Jan 23, 2014; Portland, OR, USA; Portland Trail Blazers small forward Nicolas Batum (88) and head coach Terry Stotts talk in the third quarter against the Denver Nuggets at the Moda Center. Mandatory Credit: Craig Mitchelldyer-USA TODAY Sports

Give Batum A Break

Dec 28, 2013; Portland, OR, USA; Miami Heat shooting guard Dwyane Wade (3) puts up a shot on Portland Trail Blazers small forward Dorell Wright (1) during the fourth quarter of the game at the Moda Center. The Heat won the game 108-107. Mandatory Credit: Steve Dykes-USA TODAY Sports

This afternoon Blazers’ faithful (and my best friend who has him on his fantasy team) issued a sigh of relief upon hearing the news that Nicolas Batum‘s MRI on his ankle came back negative. According to Chris Haynes of CSNNW.com, Batum hurt his ankle two weeks ago against the Celtics…


Again — this is supposed to be good news. Easily the Blazers most versatile player, Batum is already struggling through a finger fracture in his dominant hand and now he we find out he has this ankle injury as well.

I’m all for being tough and playing through injuries, but when your team is 33-12 and you are an integral part to long-term playoff success maybe it wouldn’t be such a bad thing to take a week or two off and rest up. Before you freak out on me, realize that the Blazers only have two games this week (Memphis on Tuesday and Raptors on Saturday) so this would be a great time to sit out and come back rested before the All-Star break.

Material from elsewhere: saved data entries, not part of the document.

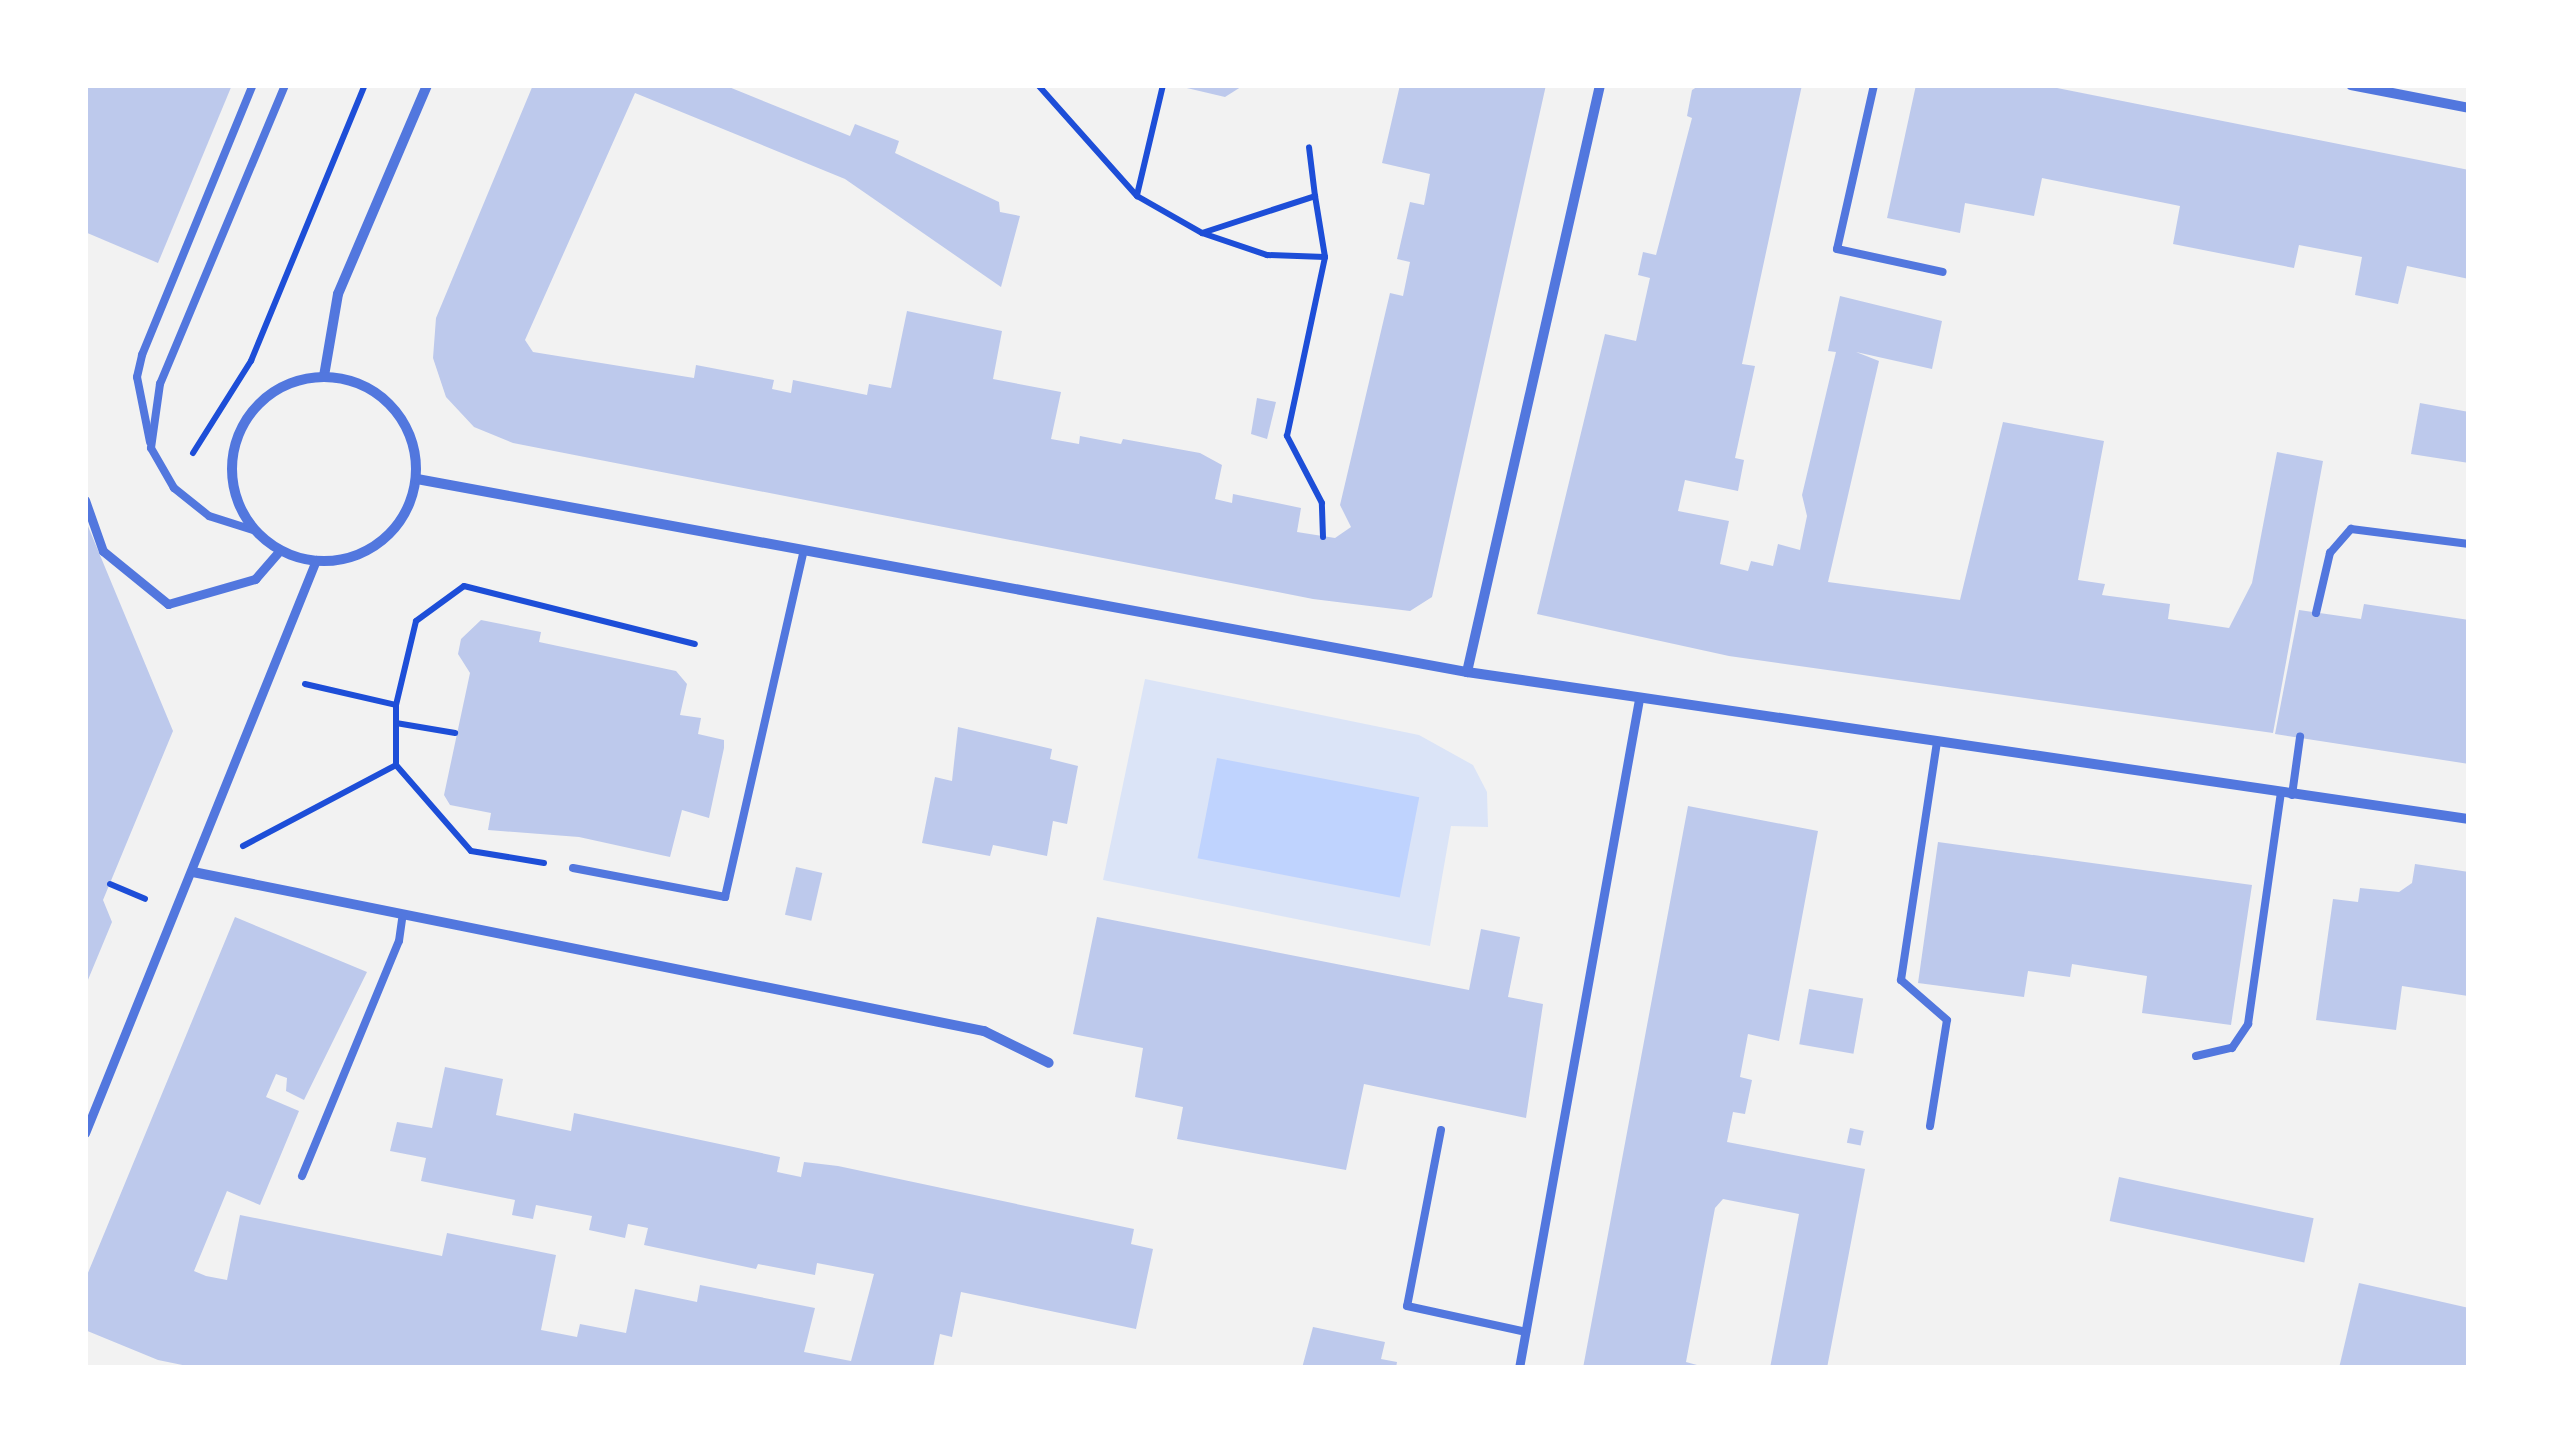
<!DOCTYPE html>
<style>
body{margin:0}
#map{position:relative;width:2554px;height:1453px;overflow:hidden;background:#f2f2f2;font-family:Quicksand,sans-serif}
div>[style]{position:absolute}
.green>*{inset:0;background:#dbe4f7}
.water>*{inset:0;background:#bfd3fe;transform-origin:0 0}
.building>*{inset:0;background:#bdc9ec;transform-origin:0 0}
.path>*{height:6px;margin:-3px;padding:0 3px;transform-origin:3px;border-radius:3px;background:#1d4ed8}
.service>*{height:8px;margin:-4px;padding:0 4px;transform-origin:4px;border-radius:4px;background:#5277de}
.pedestrian>*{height:9px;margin:-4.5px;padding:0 4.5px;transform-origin:4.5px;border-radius:4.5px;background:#5277de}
.minor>*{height:10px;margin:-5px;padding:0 5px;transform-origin:5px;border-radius:5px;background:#5277de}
.minor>.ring{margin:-5px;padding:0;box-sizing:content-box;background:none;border:10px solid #5277de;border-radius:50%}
span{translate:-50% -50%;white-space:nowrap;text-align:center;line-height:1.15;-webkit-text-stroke:10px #fff;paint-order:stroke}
.frame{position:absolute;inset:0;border:88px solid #fff;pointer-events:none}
</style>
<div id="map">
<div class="green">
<i style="clip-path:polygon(1145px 679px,1419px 735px,1473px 765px,1487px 792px,1488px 827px,1451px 826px,1430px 946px,1103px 880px)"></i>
</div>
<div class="water">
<i style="left:1217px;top:758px;width:206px;height:102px;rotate:11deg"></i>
</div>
<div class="building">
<i style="clip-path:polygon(85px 85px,232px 85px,158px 263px,85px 232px)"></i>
<i style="clip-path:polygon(533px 85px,724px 85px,850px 136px,855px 124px,899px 141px,895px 153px,999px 202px,1000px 212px,1020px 216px,1001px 287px,845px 179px,635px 93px,525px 340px,533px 352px,694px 378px,696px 365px,774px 380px,772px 389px,791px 393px,793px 380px,867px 395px,869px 384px,891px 388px,907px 311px,1002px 331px,993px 379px,1061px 392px,1051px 439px,1079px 444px,1080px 436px,1121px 444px,1123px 439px,1200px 453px,1222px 465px,1215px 499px,1232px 503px,1233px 494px,1301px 508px,1297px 532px,1335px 538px,1351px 527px,1340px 505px,1390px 293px,1403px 296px,1410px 262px,1397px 259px,1410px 202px,1424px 205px,1430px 174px,1382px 163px,1400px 85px,1546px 85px,1432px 597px,1410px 611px,1313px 599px,513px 443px,474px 427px,446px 397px,433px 358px,436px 318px)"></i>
<i style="clip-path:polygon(1174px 85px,1244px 85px,1225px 97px)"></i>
<i style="clip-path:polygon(1700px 85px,1802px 85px,1742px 364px,1755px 366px,1735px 458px,1744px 460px,1738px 491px,1685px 480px,1678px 511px,1729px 521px,1720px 564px,1748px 571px,1751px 561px,1773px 566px,1778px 544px,1800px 550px,1807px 516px,1802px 495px,1836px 352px,1828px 351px,1840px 296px,1942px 321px,1932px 369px,1856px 352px,1879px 361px,1828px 582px,1960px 600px,2003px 422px,2104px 441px,2078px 580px,2105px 584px,2102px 595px,2170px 604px,2168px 619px,2229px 628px,2252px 583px,2277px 452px,2323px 461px,2273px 733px,1729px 656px,1537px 614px,1605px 334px,1636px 341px,1650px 278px,1638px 275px,1643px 252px,1656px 255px,1692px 118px,1687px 116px,1692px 90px)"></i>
<i style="clip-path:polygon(1916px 85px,2042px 85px,2469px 170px,2469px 279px,2407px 266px,2398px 304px,2355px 295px,2362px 257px,2299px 245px,2294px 268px,2173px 244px,2180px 206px,2042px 178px,2034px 216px,1965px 203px,1960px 233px,1887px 218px)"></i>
<i style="clip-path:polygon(1257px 398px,1276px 402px,1267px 439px,1251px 434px)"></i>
<i style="clip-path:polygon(2420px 403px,2469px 412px,2469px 463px,2411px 454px)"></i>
<i style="clip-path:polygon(85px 519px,173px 731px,103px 900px,112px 922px,85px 987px)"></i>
<i style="clip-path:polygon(2364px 604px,2469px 620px,2469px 764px,2275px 734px,2299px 610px,2361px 619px)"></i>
<i style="clip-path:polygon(481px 620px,541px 632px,539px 642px,676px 671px,687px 684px,680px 715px,701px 718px,698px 734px,724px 740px,724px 748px,709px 818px,682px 810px,670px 857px,579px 837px,488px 830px,491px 813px,450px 805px,444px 795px,470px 673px,458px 654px,461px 639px)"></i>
<i style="clip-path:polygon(958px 727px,1052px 749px,1050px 759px,1078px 766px,1067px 824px,1053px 821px,1047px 856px,993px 845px,990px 856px,922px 843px,935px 777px,952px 781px)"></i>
<i style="clip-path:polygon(1688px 806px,1818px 831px,1779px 1041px,1748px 1034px,1740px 1077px,1752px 1080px,1745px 1114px,1733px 1112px,1727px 1142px,1865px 1169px,1827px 1368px,1770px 1368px,1799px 1214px,1723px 1199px,1715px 1208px,1686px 1362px,1708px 1368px,1583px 1368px)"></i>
<i style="clip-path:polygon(1938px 842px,2252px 885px,2231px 1025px,2142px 1013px,2147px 976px,2072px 964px,2070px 977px,2028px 971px,2024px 997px,1918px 983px)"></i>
<i style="clip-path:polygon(2415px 864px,2469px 872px,2468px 996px,2402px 986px,2396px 1030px,2316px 1020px,2333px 899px,2358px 902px,2360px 888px,2399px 892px,2412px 883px)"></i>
<i style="left:796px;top:867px;width:27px;height:49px;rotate:13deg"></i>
<i style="clip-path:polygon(235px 917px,367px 972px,304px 1100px,286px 1091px,287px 1078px,276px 1074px,266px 1097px,299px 1111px,260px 1205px,227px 1191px,194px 1271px,206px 1276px,227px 1280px,240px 1215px,442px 1256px,447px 1233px,556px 1255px,541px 1330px,577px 1337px,580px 1324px,626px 1333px,635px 1289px,697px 1302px,700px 1285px,815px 1308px,804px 1352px,851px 1361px,874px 1274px,817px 1263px,815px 1275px,758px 1264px,756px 1269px,644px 1245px,648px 1228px,628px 1224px,625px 1238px,589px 1230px,592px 1216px,536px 1205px,533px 1219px,512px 1215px,515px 1200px,421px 1181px,426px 1158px,390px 1151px,397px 1122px,432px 1128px,445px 1067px,503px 1079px,496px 1115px,571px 1131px,574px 1113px,780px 1157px,777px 1172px,801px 1177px,804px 1162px,838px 1166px,1134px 1229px,1131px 1244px,1153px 1249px,1136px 1329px,961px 1292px,952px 1337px,940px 1334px,933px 1368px,197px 1368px,158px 1360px,85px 1330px,85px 1280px)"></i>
<i style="clip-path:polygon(1097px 917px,1469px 990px,1481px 929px,1520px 937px,1508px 997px,1543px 1004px,1526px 1118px,1364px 1084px,1346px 1170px,1177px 1139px,1183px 1107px,1135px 1097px,1143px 1048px,1073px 1034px)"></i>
<i style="left:1809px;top:989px;width:55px;height:56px;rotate:10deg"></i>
<i style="left:1850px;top:1128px;width:14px;height:15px;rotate:12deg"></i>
<i style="left:2119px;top:1177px;width:199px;height:45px;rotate:12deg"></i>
<i style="clip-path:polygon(2359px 1283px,2469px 1308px,2469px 1368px,2339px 1368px)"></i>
<i style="clip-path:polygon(1313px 1327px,1385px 1342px,1381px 1359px,1397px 1362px,1396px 1368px,1302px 1368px)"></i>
</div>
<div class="path">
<i style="left:1038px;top:85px;width:149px;rotate:48.3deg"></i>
<i style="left:1137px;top:196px;width:75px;rotate:29.6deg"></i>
<i style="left:1202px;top:233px;width:119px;rotate:-18.1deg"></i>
<i style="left:1315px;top:196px;width:49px;rotate:-97deg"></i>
<i style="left:1137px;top:195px;width:113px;rotate:-76.7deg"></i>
<i style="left:1202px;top:233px;width:69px;rotate:18.7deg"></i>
<i style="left:1267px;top:255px;width:58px;rotate:2deg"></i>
<i style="left:1325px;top:257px;width:62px;rotate:-99.3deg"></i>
<i style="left:193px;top:453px;width:109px;rotate:-57.8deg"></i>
<i style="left:251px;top:361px;width:299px;rotate:-67.6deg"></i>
<i style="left:1323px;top:537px;width:34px;rotate:-92deg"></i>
<i style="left:1322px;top:503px;width:76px;rotate:-117.6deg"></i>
<i style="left:1287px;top:436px;width:183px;rotate:-78deg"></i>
<i style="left:305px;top:684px;width:93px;rotate:13deg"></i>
<i style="left:396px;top:723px;width:60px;rotate:9.6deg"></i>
<i style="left:396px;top:765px;width:114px;rotate:48.9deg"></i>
<i style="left:471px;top:851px;width:74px;rotate:9.3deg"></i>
<i style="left:243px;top:846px;width:173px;rotate:-27.9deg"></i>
<i style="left:396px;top:765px;width:60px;rotate:-90deg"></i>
<i style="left:396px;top:705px;width:86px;rotate:-76.6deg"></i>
<i style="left:416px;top:621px;width:59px;rotate:-36.1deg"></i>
<i style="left:464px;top:586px;width:238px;rotate:14.1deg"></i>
<i style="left:110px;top:884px;width:38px;rotate:23deg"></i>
</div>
<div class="service">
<i style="left:1874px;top:85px;width:168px;rotate:102.7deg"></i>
<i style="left:1837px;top:249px;width:108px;rotate:12.2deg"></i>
<i style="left:150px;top:442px;width:66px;rotate:-101.3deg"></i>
<i style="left:137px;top:377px;width:23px;rotate:-77deg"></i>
<i style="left:142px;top:355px;width:292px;rotate:-67.7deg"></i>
<i style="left:256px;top:531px;width:49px;rotate:-162.3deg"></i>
<i style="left:209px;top:516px;width:45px;rotate:-141.3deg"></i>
<i style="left:174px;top:488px;width:46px;rotate:-119.9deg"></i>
<i style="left:151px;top:448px;width:65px;rotate:-82deg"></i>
<i style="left:160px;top:384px;width:324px;rotate:-67.3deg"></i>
<i style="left:2316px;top:613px;width:62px;rotate:-76.9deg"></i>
<i style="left:2330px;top:553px;width:32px;rotate:-49deg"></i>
<i style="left:2351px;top:529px;width:119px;rotate:7.2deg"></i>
<i style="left:2292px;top:795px;width:59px;rotate:-82.1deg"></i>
<i style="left:573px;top:868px;width:155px;rotate:10.8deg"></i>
<i style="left:725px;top:897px;width:353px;rotate:-77.2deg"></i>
<i style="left:2196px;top:1056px;width:37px;rotate:-13deg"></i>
<i style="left:2232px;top:1048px;width:29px;rotate:-56deg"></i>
<i style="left:2248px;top:1024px;width:233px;rotate:-81.9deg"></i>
<i style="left:1930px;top:1126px;width:107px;rotate:-80.9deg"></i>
<i style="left:1947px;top:1020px;width:61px;rotate:-139deg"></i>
<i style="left:1901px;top:980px;width:240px;rotate:-81.4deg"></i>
<i style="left:1441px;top:1130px;width:179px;rotate:100.9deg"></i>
<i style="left:1407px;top:1306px;width:122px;rotate:12.3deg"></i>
<i style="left:302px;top:1176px;width:254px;rotate:-67.6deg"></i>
<i style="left:399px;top:941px;width:27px;rotate:-82deg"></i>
</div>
<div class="pedestrian">
<i style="left:85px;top:500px;width:54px;rotate:70.6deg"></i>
<i style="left:103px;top:551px;width:84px;rotate:39.2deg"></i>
<i style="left:168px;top:604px;width:91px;rotate:-16deg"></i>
<i style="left:255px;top:579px;width:38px;rotate:-49deg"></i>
<i style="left:85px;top:1133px;width:618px;rotate:-68.04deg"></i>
<i style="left:1519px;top:1368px;width:680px;rotate:-79.83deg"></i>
</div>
<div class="minor">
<i style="left:2351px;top:85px;width:120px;rotate:11deg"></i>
<i style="left:324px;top:376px;width:83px;rotate:-80.3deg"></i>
<i style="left:338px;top:294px;width:227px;rotate:-66.9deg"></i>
<i class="ring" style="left:232px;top:377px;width:174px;height:174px"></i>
<i style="left:417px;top:479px;width:1068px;rotate:10.42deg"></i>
<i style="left:1467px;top:672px;width:1013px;rotate:8.35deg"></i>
<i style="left:1467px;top:672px;width:602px;rotate:-77.23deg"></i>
<i style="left:193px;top:872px;width:807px;rotate:11.37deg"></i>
<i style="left:984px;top:1031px;width:72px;rotate:26.2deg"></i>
</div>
<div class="frame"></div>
</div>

Since the fractured finger Batum has played and started all 11 games and is putting up great all-around numbers while scoring and shooting less. He’s shooting 45.3 percent from the floor for 10.1 points, 7.2 rebounds and 6.1 assists but is shooting about two less shots per night in his 35.4 minutes.

Let’s Get Hypothetical

Hypothetical is always fun, right? Well, let’s just think about this for a second — the news comes out and instead of the MRI being negative it comes back positive, but Batum only has to miss two to three weeks to get back to 100 percent.

What would the Blazers do?

It’s really an interesting dilemma because one would think, “Well, you play Dorell Wright,” and I would be inclined to agree with you, but would Terry Stotts? Wright hasn’t played a single minute since Jan. 4 and in that game he played 12 minutes going 0-for-1 from the floor with three assists — since then, zip. If you’re Wright you have to be a little upset that you aren’t getting more minutes when you are clearly the best option at backup small forward, at the minimum. However, the team is rolling and to his credit Wright has not made any complaints (at least not public ones) and for all we know he is just waiting for his chance.

In my humble opinion, this would be that chance. Sure, Wright has struggled this season but 13.5 minutes per night is hardly enough to truly put your stamp on an NBA game. If Wright did get the nod as the starting small forward we would have to assume he would get Batum’s usual heavy minutes and the last time Dorell got minutes like that he was superb.


Rk Player Season Age MP FG% 3P% 2P% FT% TRB AST STL BLK TOV PTS
1 Nicolas Batum 2013-14 25 35.7 .453 .353 .559 .810 6.6 5.6 1.0 0.6 2.4 12.6
2 Dorell Wright 2010-11 25 38.4 .423 .376 .462 .789 5.3 3.0 1.5 0.8 1.6 16.4
Provided by Basketball-Reference.com: View Original Table
Generated 1/27/2014.

The first word that comes to mind for me is, “Wow!” those numbers are pretty similar. I think a lot of you would have combated the Wright can fill in for Batum debate with — but Batum is more of a playmaker. Agreed, but the margin isn’t that wide considering these stats. Wright was certainly playing in an up-and-down style with the Warriors in 2010-11 but they didn’t share the ball like the Blazers do this season as a team (Blazers average 24.4 assists per game while the 2010-11 Warriors averaged 22.5 per night).

For me the real argument would be that Wright simply cannot defend like Batum does. You look at those numbers above and probably think, “How in the world does Batum make so much money?!” but in reality his value goes far beyond the stats. Night in and night out he guards the opponent’s top scoring option on the perimeter — from point guards to small forwards he guards em’ all.

To further nail home the difference in defensive prowess of these two small forwards we compare once again. In 2010-11 Dorell Wright’s defensive rating (points given up per 100 possessions) was a paltry 108.1 and even given his dynamic offensive output that season he had a net rating of -2.1. Batum’s defensive rating this year is a middle-of-the-pack 104.8 but his net rating is stellar at 7.3 due to his offensive rating being second only to his MVP-candidate teammate LaMarcus Aldridge.

Again, hypotheticals are fun to discuss and I might be more conservative than the masses with my invaluable small forward and sit him for a week or two even considering the good news; but I can’t argue Batum’s combative nature of wanting to play through the pain either.

My only hope is that is doesn’t come back to bite him (and the Blazers’ championship aspirations) in the long-term.